Copy every line of the entries that has the string "JSON" in it.

PROVIDED RECORDS:
_ _ _ _ _ _ _
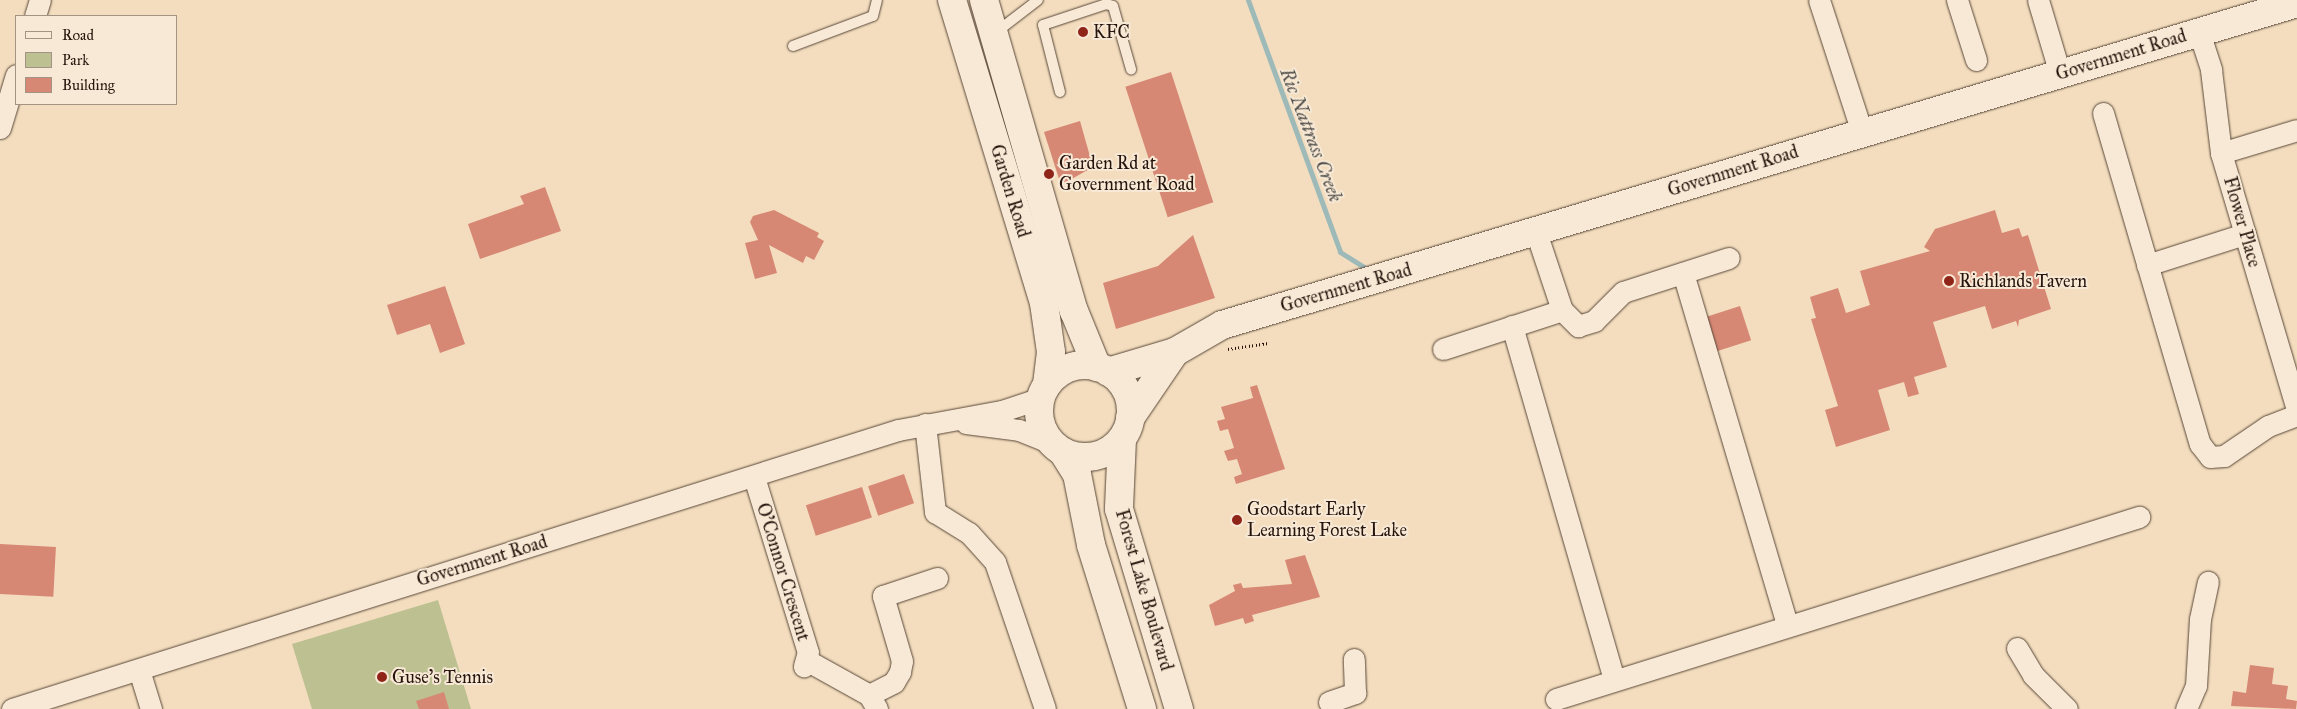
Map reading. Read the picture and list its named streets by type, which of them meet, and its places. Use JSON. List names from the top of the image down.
_ _ _ _ _ _ _
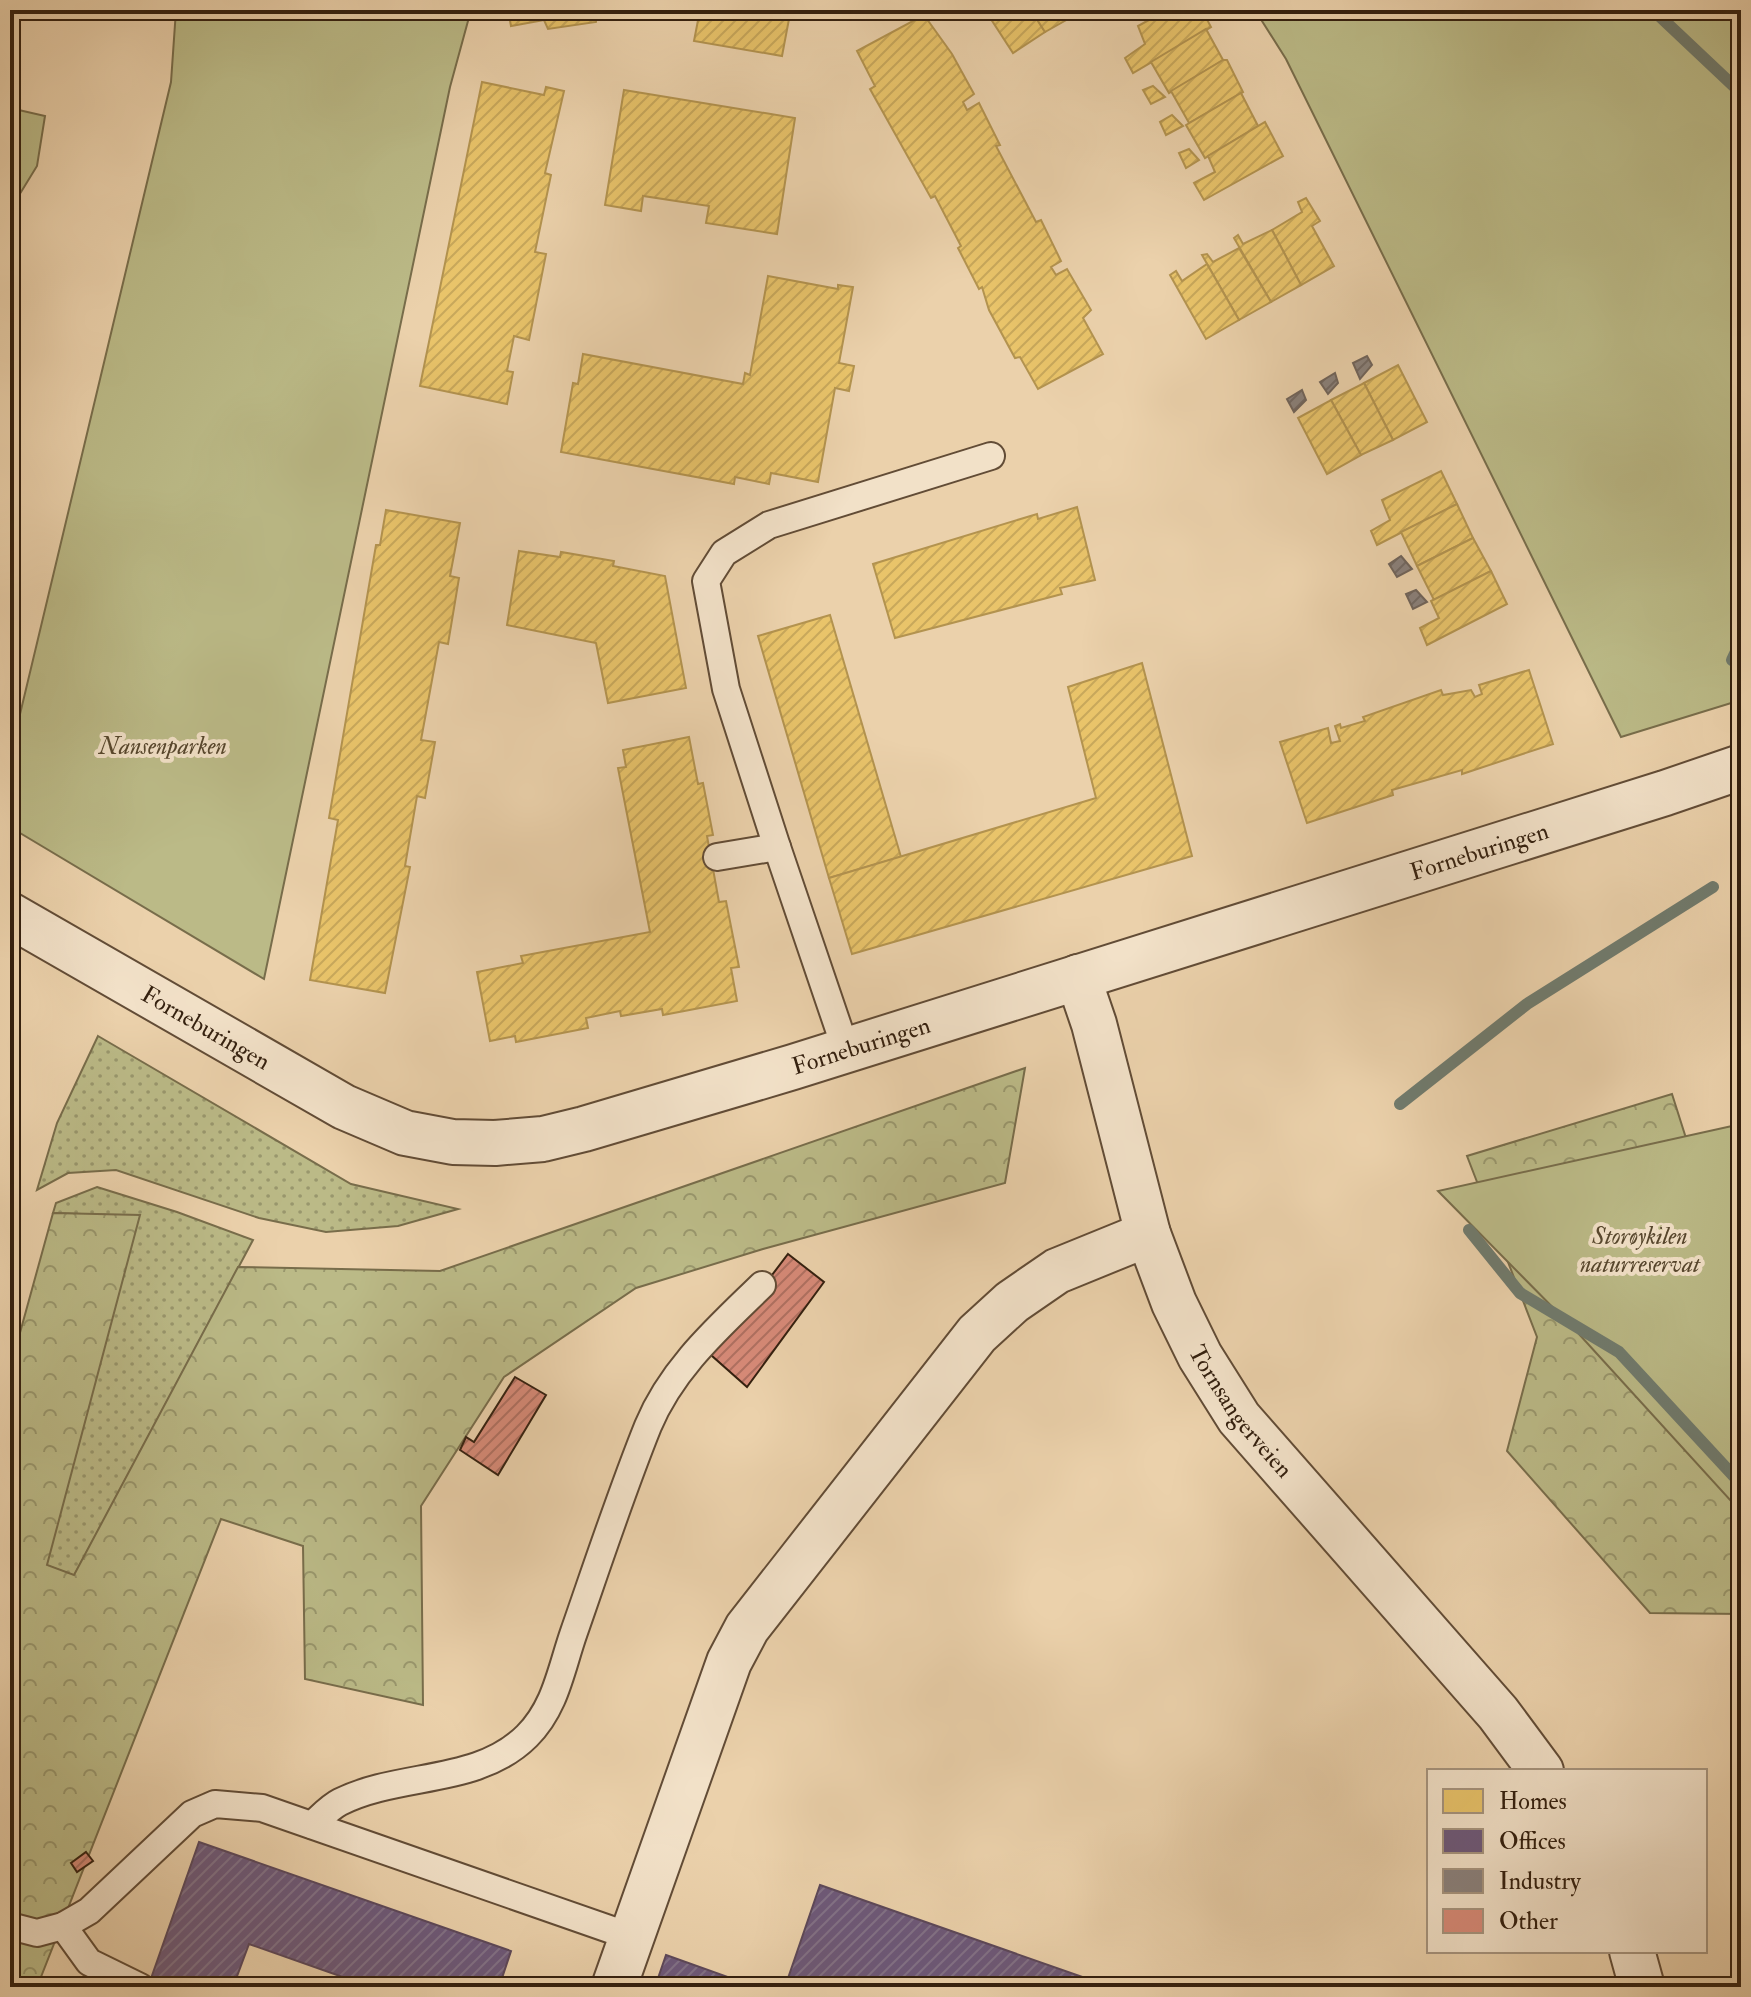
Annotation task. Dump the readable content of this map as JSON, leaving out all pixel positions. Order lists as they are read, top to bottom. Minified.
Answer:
_ _ _ _ _ _ _
REPLY TO THE EXERCISE:
Map reading. Read the picture and list its named streets by type, which of them meet, and its places. Use JSON. List names from the top of the image down.
Annotation task. Dump the readable content of this map as JSON, leaving out all pixel positions. Order lists as they are read, top to bottom. Minified.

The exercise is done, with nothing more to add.